## ACTIVITY
Your task is to copy each line in the listing that includes the word "color".
----
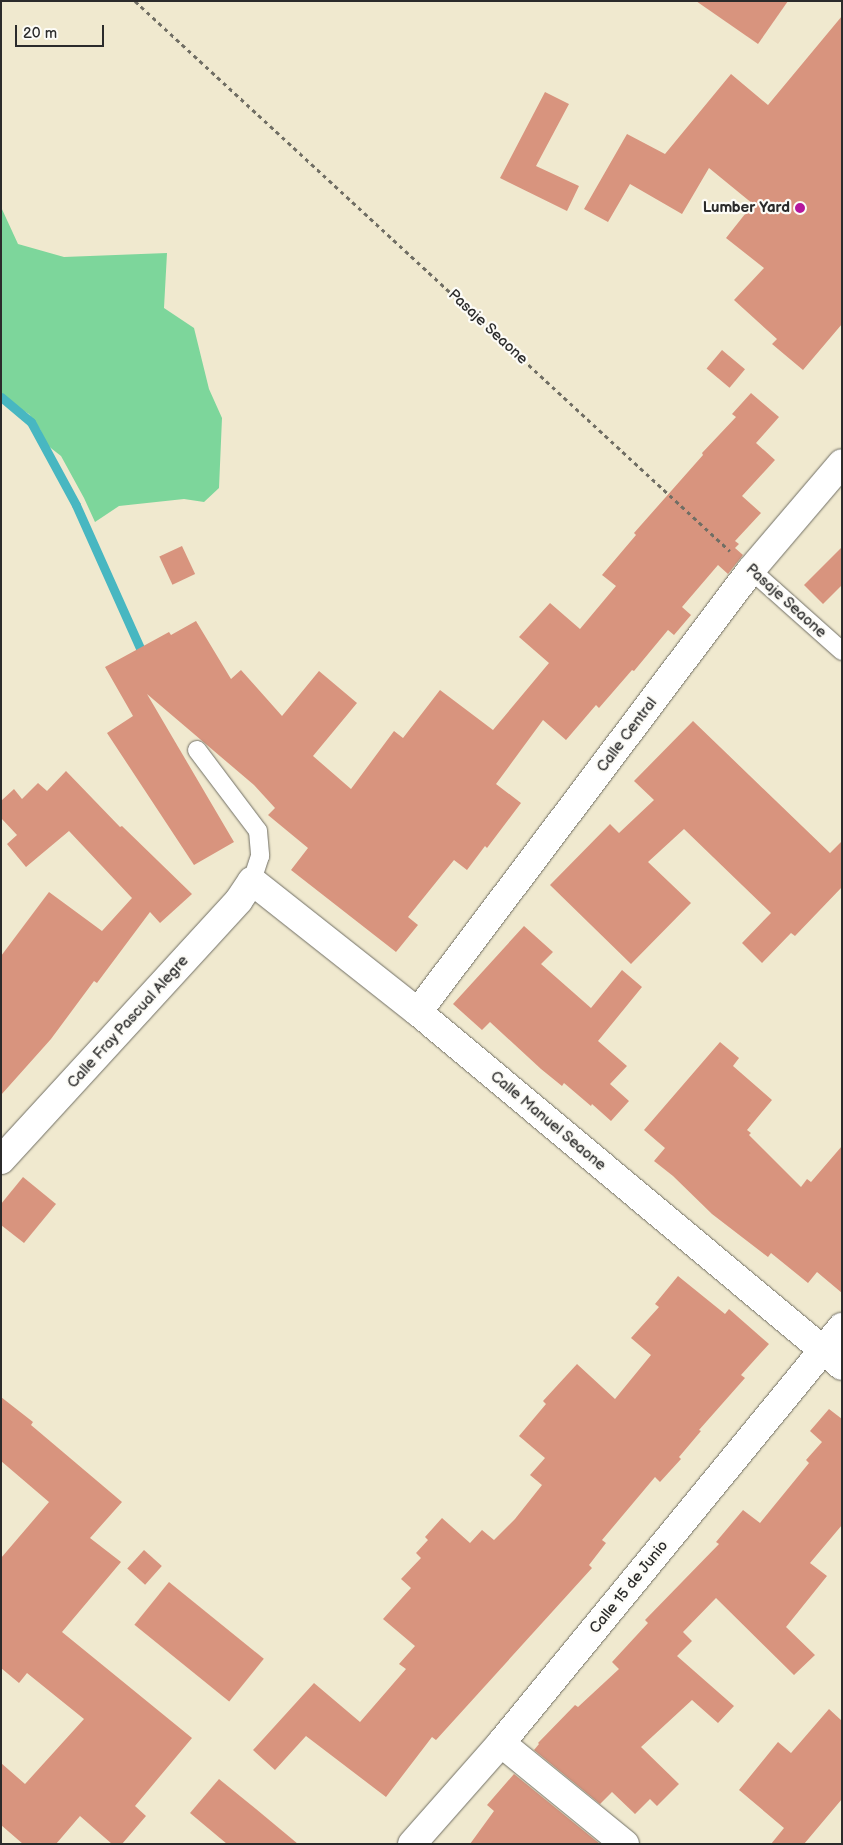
<!DOCTYPE html>
<style>
body{margin:0}
#map{position:relative;width:843px;height:1845px;overflow:hidden;background:#f0e9cf;font-family:"Balsamiq Sans",sans-serif}
div>[style]{position:absolute}
[style*='--x']{left:calc(var(--x)*1px);top:calc(var(--y)*1px);width:calc(var(--w)*1px);rotate:calc(var(--a)*1deg)}
.green>*{inset:0;background:#7dd69b}
.stream>*{height:9px;margin:-4.5px;padding:0 4.5px;transform-origin:4.5px;border-radius:4.5px;background:#48b7c1}
.building>*{inset:0;background:#d8947e;transform-origin:0 0}
.path>*{height:3px;margin-top:-1.5px;transform-origin:0;background:repeating-linear-gradient(90deg,#706e64 0 4px,transparent 0 8px)}
.roads{filter:drop-shadow(0 0 1px #706e64) drop-shadow(0 0 1px #706e64)}
.lane>*{height:18px;margin:-9px;padding:0 9px;transform-origin:9px;border-radius:9px;background:#fff}
.street>*{height:28px;margin:-14px;padding:0 14px;transform-origin:14px;border-radius:14px;background:#fff}
.dots>*{width:14px;height:14px;translate:-50% -50%;box-sizing:border-box;border:2px solid #fdfcf7;border-radius:50%}
span{translate:-50% -50%;white-space:nowrap;text-align:center;line-height:1.15;-webkit-text-stroke:4.5px #fdfcf7;paint-order:stroke}
.poi-label{font-size:15px;color:#2b2b2b;font-weight:700}
.right{translate:-100% -50%;text-align:right}
.street-label{font-size:15px;color:#2b2b2b}
.frame{position:absolute;inset:0;border:2px solid #2b2b2b;pointer-events:none}
.scale{position:absolute;left:15px;top:25px;width:89px;height:22px;box-sizing:border-box;border:2px solid #2b2b2b;border-top:0;padding-left:6px;font-size:15px;line-height:18px;white-space:nowrap;color:#2b2b2b;-webkit-text-stroke:4px #fdfcf7;paint-order:stroke}
</style>
<div id="map">
<div class="green">
<div style="clip-path:polygon(1px 207px,18px 244px,64px 257px,167px 253px,164px 308px,194px 328px,209px 389px,222px 418px,219px 488px,204px 502px,184px 499px,119px 506px,95px 522px,84px 498px,61px 456px,47px 445px,40px 429px,29px 414px,12px 404px,1px 393px)"></div>
</div>
<div class="stream">
<div style="--x:1;--y:397;--w:39;--a:40"></div>
<div style="--x:31;--y:422;--w:94;--a:61.5"></div>
<div style="--x:76;--y:505;--w:167;--a:65.9"></div>
</div>
<div class="building">
<div style="clip-path:polygon(696px 1px,788px 1px,758px 44px)"></div>
<div style="clip-path:polygon(842px 16px,842px 324px,803px 370px,772px 344px,777px 339px,734px 300px,764px 268px,726px 238px,753px 204px,709px 168px,682px 214px,630px 184px,608px 222px,584px 209px,627px 134px,665px 154px,731px 74px,768px 105px)"></div>
<div style="clip-path:polygon(545px 92px,569px 104px,536px 166px,579px 186px,567px 211px,500px 178px)"></div>
<div style="left:722px;top:350px;width:30px;height:24px;rotate:40deg"></div>
<div style="clip-path:polygon(751px 393px,779px 417px,756px 443px,775px 460px,742px 496px,761px 513px,735px 541px,739px 544px,735px 548px,743px 555px,728px 574px,718px 565px,682px 607px,691px 615px,674px 635px,668px 630px,634px 671px,632px 670px,599px 708px,596px 705px,566px 740px,543px 720px,496px 784px,521px 803px,487px 848px,485px 846px,467px 870px,454px 860px,408px 917px,418px 925px,396px 952px,291px 870px,308px 848px,268px 815px,275px 808px,254px 785px,147px 694px,234px 842px,194px 865px,107px 733px,133px 716px,105px 667px,169px 632px,171px 635px,196px 621px,231px 679px,241px 670px,282px 716px,319px 671px,357px 703px,313px 756px,351px 789px,394px 731px,403px 738px,440px 690px,493px 730px,549px 663px,519px 637px,550px 603px,580px 629px,616px 586px,602px 575px,636px 535px,634px 533px,703px 455px,702px 453px,736px 417px,732px 414px)"></div>
<div style="left:182px;top:546px;width:31px;height:25px;rotate:65deg"></div>
<div style="clip-path:polygon(842px 547px,842px 585px,823px 604px,804px 585px)"></div>
<div style="clip-path:polygon(693px 721px,830px 853px,842px 841px,842px 887px,795px 936px,791px 933px,762px 963px,742px 943px,771px 913px,684px 829px,648px 862px,691px 903px,631px 964px,550px 885px,610px 824px,619px 833px,654px 800px,634px 781px)"></div>
<div style="clip-path:polygon(66px 771px,120px 827px,122px 826px,192px 894px,160px 923px,150px 912px,97px 983px,94px 981px,51px 1039px,1px 1095px,1px 956px,49px 892px,102px 931px,132px 898px,69px 831px,26px 867px,7px 844px,17px 835px,1px 818px,1px 801px,14px 789px,22px 799px,38px 783px,47px 791px)"></div>
<div style="clip-path:polygon(524px 926px,553px 952px,541px 964px,591px 1008px,622px 970px,642px 987px,598px 1041px,627px 1066px,610px 1084px,629px 1101px,611px 1121px,592px 1104px,591px 1106px,564px 1083px,562px 1086px,541px 1069px,490px 1022px,482px 1030px,453px 1004px)"></div>
<div style="clip-path:polygon(720px 1042px,739px 1058px,733px 1066px,772px 1100px,747px 1130px,751px 1133px,749px 1135px,801px 1187px,807px 1179px,811px 1182px,842px 1146px,842px 1293px,817px 1272px,808px 1283px,771px 1253px,768px 1257px,712px 1214px,673px 1176px,654px 1161px,665px 1148px,644px 1130px)"></div>
<div style="clip-path:polygon(23px 1177px,56px 1204px,24px 1243px,1px 1225px,1px 1204px)"></div>
<div style="clip-path:polygon(678px 1276px,725px 1314px,729px 1309px,769px 1344px,741px 1375px,745px 1378px,699px 1430px,701px 1431px,679px 1457px,681px 1459px,660px 1482px,655px 1477px,602px 1540px,606px 1543px,589px 1565px,592px 1568px,436px 1740px,432px 1737px,386px 1797px,306px 1736px,275px 1770px,253px 1750px,314px 1683px,360px 1722px,406px 1669px,399px 1664px,415px 1646px,383px 1619px,411px 1588px,401px 1579px,421px 1558px,416px 1553px,428px 1540px,425px 1537px,442px 1518px,470px 1543px,482px 1530px,494px 1540px,515px 1519px,542px 1485px,530px 1475px,545px 1458px,519px 1436px,546px 1404px,543px 1401px,577px 1364px,615px 1399px,651px 1355px,631px 1338px,659px 1307px,655px 1304px)"></div>
<div style="clip-path:polygon(1px 1397px,33px 1422px,31px 1425px,122px 1502px,90px 1538px,121px 1562px,62px 1632px,192px 1738px,135px 1806px,146px 1816px,122px 1844px,112px 1844px,80px 1816px,56px 1844px,23px 1844px,1px 1825px,1px 1763px,25px 1784px,84px 1719px,27px 1673px,19px 1683px,1px 1668px,1px 1558px,49px 1502px,1px 1461px)"></div>
<div style="clip-path:polygon(829px 1409px,842px 1419px,842px 1525px,810px 1563px,827px 1576px,786px 1627px,815px 1655px,794px 1675px,716px 1598px,683px 1632px,692px 1641px,677px 1656px,734px 1706px,718px 1723px,692px 1700px,641px 1747px,679px 1784px,657px 1806px,650px 1799px,635px 1814px,612px 1792px,600px 1804px,534px 1750px,539px 1744px,538px 1743px,575px 1705px,578px 1707px,619px 1669px,612px 1662px,648px 1623px,645px 1620px,719px 1544px,716px 1542px,743px 1510px,760px 1523px,809px 1463px,806px 1460px,822px 1442px,810px 1431px)"></div>
<div style="left:144px;top:1550px;width:24px;height:25px;rotate:42deg"></div>
<div style="left:169px;top:1582px;width:122px;height:55px;rotate:39deg"></div>
<div style="clip-path:polygon(829px 1709px,842px 1721px,842px 1799px,804px 1844px,771px 1844px,784px 1828px,739px 1790px,778px 1742px,791px 1753px)"></div>
<div style="clip-path:polygon(514px 1774px,600px 1844px,470px 1844px,494px 1811px,487px 1805px)"></div>
<div style="clip-path:polygon(219px 1779px,256px 1809px,298px 1844px,227px 1844px,190px 1813px)"></div>
</div>
<div class="path">
<div style="--x:135;--y:1;--w:810;--a:42.75"></div>
</div>
<div class="roads">
<div class="lane">
<div style="--x:751;--y:570;--w:122;--a:41.7"></div>
<div style="--x:197;--y:750;--w:101;--a:53"></div>
<div style="--x:258;--y:831;--w:25;--a:85"></div>
<div style="--x:260;--y:856;--w:26;--a:108"></div>
</div>
<div class="street">
<div style="--x:418;--y:1012;--w:553;--a:-53.01"></div>
<div style="--x:751;--y:570;--w:140;--a:-49.6"></div>
<div style="--x:1;--y:1160;--w:352;--a:-47.5"></div>
<div style="--x:239;--y:900;--w:23;--a:-56"></div>
<div style="--x:252;--y:881;--w:211;--a:38.3"></div>
<div style="--x:418;--y:1012;--w:552;--a:39.86"></div>
<div style="--x:501;--y:1743;--w:160;--a:39.2"></div>
<div style="--x:412;--y:1844;--w:135;--a:-48.6"></div>
<div style="--x:501;--y:1743;--w:538;--a:-50.66"></div>
</div>
</div>
<div class="dots">
<div style="left:800px;top:208px;background:#b5179e"></div>
</div>
<div class="poi-label">
<span class="right" style="left:790px;top:208px">Lumber Yard</span>
</div>
<div class="street-label">
<span style="left:488px;top:327px;rotate:43deg">Pasaje Seaone</span>
<span style="left:786px;top:601px;rotate:42deg">Pasaje Seaone</span>
<span style="left:627px;top:735px;rotate:-53deg">Calle Central</span>
<span style="left:128px;top:1022px;rotate:-48deg">Calle Fray Pascual Alegre</span>
<span style="left:548px;top:1121px;rotate:40deg">Calle Manuel Seaone</span>
<span style="left:629px;top:1587px;rotate:-51deg">Calle 15 de Junio</span>
</div>
<div class="frame"></div>
<div class="scale">20 m</div>
</div>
----
## EXERCISE RESPONSE
.poi-label{font-size:15px;color:#2b2b2b;font-weight:700}
.street-label{font-size:15px;color:#2b2b2b}
.scale{position:absolute;left:15px;top:25px;width:89px;height:22px;box-sizing:border-box;border:2px solid #2b2b2b;border-top:0;padding-left:6px;font-size:15px;line-height:18px;white-space:nowrap;color:#2b2b2b;-webkit-text-stroke:4px #fdfcf7;paint-order:stroke}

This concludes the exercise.